Warum Karim Benzema sich weigert, für Al-Ittihad zu spielen, nachdem die Vertragsverhandlungen gescheitert sind
Karim Benzemas Zukunft bei Al-Ittihad wird zunehmend ungewiss, da ein Vertragsstreit mit dem saudi-arabischen Klub öffentlich geworden ist. Dies wirft neue Fragen darüber auf, wie gut es der Saudi Pro League gelingt, europäische Topstars langfristig zu halten.
Im Zentrum des Konflikts steht ein vorgeschlagener Vertragsverlängerung, die Benzema als unzureichend empfindet insbesondere im Vergleich zu den Zusagen, die ihm bei seinem Wechsel zum Klub im Jahr 2023 gemacht worden sein sollen, nach einer 14-jährigen Karriere bei Real Madrid.

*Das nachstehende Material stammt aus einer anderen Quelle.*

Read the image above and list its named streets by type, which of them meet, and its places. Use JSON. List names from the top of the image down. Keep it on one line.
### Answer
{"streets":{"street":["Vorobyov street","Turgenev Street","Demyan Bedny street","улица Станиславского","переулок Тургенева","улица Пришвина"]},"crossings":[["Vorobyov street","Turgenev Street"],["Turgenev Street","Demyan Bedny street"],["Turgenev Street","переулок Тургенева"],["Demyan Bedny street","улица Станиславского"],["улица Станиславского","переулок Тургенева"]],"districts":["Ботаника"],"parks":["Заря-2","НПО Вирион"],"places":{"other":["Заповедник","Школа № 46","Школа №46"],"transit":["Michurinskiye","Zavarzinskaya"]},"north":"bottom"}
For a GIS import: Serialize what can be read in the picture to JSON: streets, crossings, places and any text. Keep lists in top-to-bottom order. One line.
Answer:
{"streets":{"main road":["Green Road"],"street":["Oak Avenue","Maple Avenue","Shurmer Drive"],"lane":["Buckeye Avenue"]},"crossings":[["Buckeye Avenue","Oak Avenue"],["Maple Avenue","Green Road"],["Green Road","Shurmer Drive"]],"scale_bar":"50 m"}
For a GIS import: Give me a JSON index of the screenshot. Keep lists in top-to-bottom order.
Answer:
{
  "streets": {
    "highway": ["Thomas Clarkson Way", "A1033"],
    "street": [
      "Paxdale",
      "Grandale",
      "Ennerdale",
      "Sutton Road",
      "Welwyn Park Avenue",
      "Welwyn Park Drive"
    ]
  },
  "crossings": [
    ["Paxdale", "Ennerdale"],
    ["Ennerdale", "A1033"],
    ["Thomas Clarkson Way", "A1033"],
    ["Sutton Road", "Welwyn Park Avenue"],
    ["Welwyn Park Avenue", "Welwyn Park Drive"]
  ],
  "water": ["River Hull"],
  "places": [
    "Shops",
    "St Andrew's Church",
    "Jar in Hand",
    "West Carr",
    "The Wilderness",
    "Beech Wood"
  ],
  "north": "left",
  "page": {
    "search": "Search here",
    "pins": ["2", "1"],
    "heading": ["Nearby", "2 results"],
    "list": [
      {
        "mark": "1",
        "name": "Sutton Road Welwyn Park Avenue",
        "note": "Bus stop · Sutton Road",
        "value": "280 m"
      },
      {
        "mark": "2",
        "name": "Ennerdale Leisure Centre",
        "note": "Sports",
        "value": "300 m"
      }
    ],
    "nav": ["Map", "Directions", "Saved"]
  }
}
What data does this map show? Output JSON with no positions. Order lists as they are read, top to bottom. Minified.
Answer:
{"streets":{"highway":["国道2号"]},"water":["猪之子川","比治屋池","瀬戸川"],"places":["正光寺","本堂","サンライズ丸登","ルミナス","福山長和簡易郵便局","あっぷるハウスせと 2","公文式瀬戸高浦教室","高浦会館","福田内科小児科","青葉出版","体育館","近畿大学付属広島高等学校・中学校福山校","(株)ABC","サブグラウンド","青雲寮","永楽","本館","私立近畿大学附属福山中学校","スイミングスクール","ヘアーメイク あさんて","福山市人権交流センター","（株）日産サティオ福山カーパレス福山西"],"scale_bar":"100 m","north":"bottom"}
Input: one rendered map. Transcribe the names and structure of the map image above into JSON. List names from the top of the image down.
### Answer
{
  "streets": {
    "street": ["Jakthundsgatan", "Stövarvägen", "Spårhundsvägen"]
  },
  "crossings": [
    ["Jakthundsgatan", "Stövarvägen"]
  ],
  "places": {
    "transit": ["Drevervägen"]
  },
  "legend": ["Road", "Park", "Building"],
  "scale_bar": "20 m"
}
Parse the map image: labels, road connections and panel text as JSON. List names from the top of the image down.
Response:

Sein derzeitiger Vertrag läuft im Sommer aus, und die Verhandlungen scheinen festgefahren zu sein.
Benzemas Frustration wurde diese Woche deutlich, als er sich weigerte, Teil des Spieltagskaders von Al-Ittihad für das Ligaspiel gegen Al-Fateh zu sein, das 2:2 endete. Al-Ittihad belegt derzeit nach 18 Spielen den sechsten Tabellenplatz eine Platzierung, die den Druck auf eine ohnehin schon angespannte Saison weiter erhöht.
Umstrittene Versprechen
Transferexperte Fabrizio Romano berichtete, dass Benzema von der Struktur des neuesten Angebots von Al-Ittihad enttäuscht sei ein Eindruck, der auch von der französischen Zeitung L’Équipe bestätigt wurde. Auf seinem YouTube-Kanal erklärte Romano, das Angebot entspreche nicht dem, was dem Spieler im vergangenen Sommer hinsichtlich seiner Zukunft versprochen worden sei.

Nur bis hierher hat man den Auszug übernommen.